#### RECORDS PROVIDED

______________________________

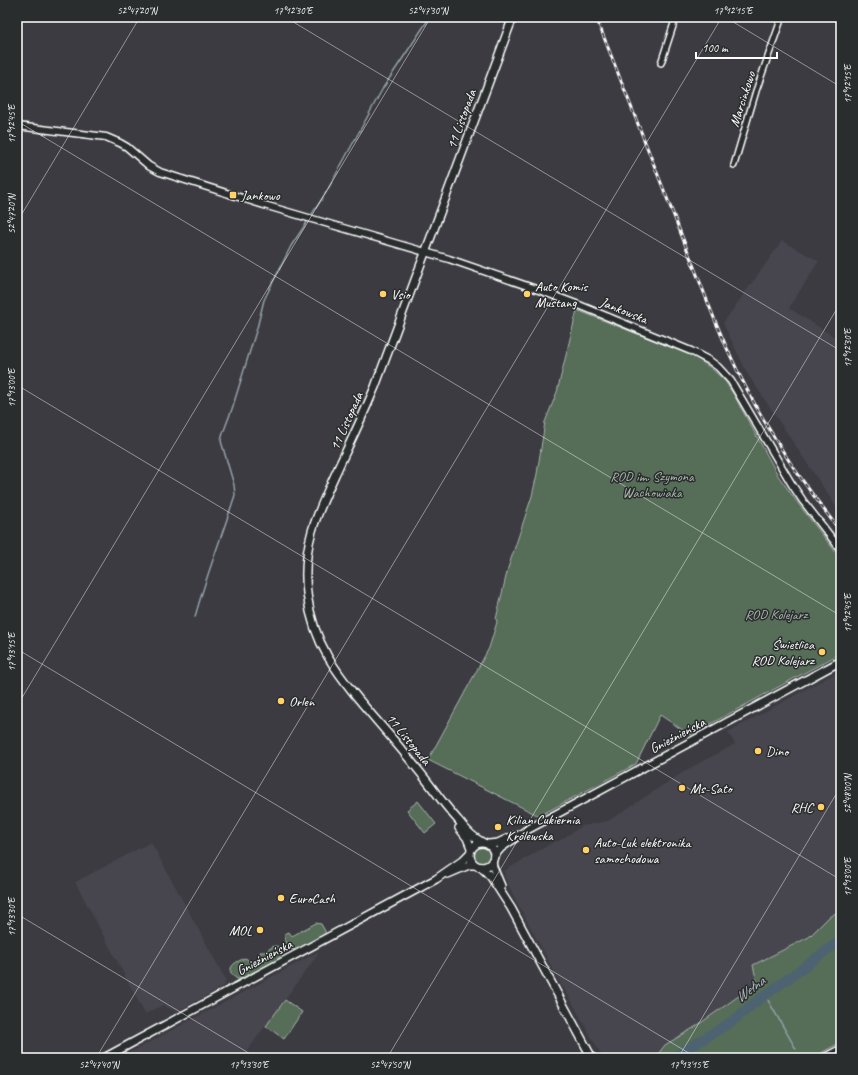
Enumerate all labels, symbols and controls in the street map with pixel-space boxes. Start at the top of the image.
text: 52°47'20"N [117,4,159,17]
text: 17°12'30"E [274,4,314,17]
text: 52°47'30"N [408,4,450,17]
text: 17°12'15"E [714,4,754,17]
scale bar [696,34,777,60]
text: 100 m [702,40,729,56]
text: 17°12'15"E [841,63,854,103]
street label: Marcinkowo [726,68,760,129]
street label: 11 Listopada [443,86,480,151]
text: 17°12'45"E [5,103,18,143]
place label: Jankowo [240,187,281,204]
marker: Jankowo [228,190,238,200]
text: 52°47'20"N [5,192,18,234]
place label: Auto Komis Mustang [535,278,589,311]
place label: Vsio [391,286,412,303]
marker: Vsio [378,289,388,299]
marker: Auto Komis Mustang [522,289,532,299]
street label: Jankowska [597,293,651,328]
text: 17°12'30"E [841,327,854,367]
text: 17°13'00"E [5,367,18,407]
street label: 11 Listopada [326,389,367,453]
park label: ROD im. Szymona Wachowiaka [610,468,695,501]
text: 17°12'45"E [841,592,854,632]
park label: ROD Kolejarz [745,606,809,623]
text: 17°13'15"E [5,631,18,671]
place label: Świetlica ROD Kolejarz [751,636,816,669]
marker: Świetlica ROD Kolejarz [817,647,827,657]
place label: Orlen [289,693,315,710]
marker: Orlen [276,696,286,706]
street label: 11 Listopada [383,710,435,769]
street label: Gnieźnieńska [647,713,709,757]
place label: Dino [766,743,790,760]
marker: Dino [753,746,763,756]
text: 52°48'00"N [841,772,854,814]
place label: Ms-Sato [690,780,734,797]
marker: Ms-Sato [677,783,687,793]
place label: RHC [791,799,815,816]
marker: RHC [816,802,826,812]
place label: Kilian Cukiernia Królewska [506,811,581,844]
marker: Kilian Cukiernia Królewska [493,822,503,832]
place label: Auto-Luk elektronika samochodowa [594,834,692,867]
marker: Auto-Luk elektronika samochodowa [581,845,591,855]
text: 17°13'00"E [841,856,854,896]
place label: EuroCash [289,890,336,907]
marker: EuroCash [276,893,286,903]
text: 17°13'30"E [5,896,18,936]
place label: MOL [229,922,252,939]
marker: MOL [255,925,265,935]
street label: Gnieźnieńska [234,935,296,979]
water label: Wełna [732,971,770,1007]
text: 52°47'40"N [79,1058,121,1071]
text: 17°13'30"E [230,1058,270,1071]
text: 52°47'50"N [370,1058,412,1071]
text: 17°13'15"E [670,1058,710,1071]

______________________________

#### PROBLEM REQUIREMENTS
Using the material, count every line where the word "Dino" appears and give only the number.

#### SOLVED EXERCISE
2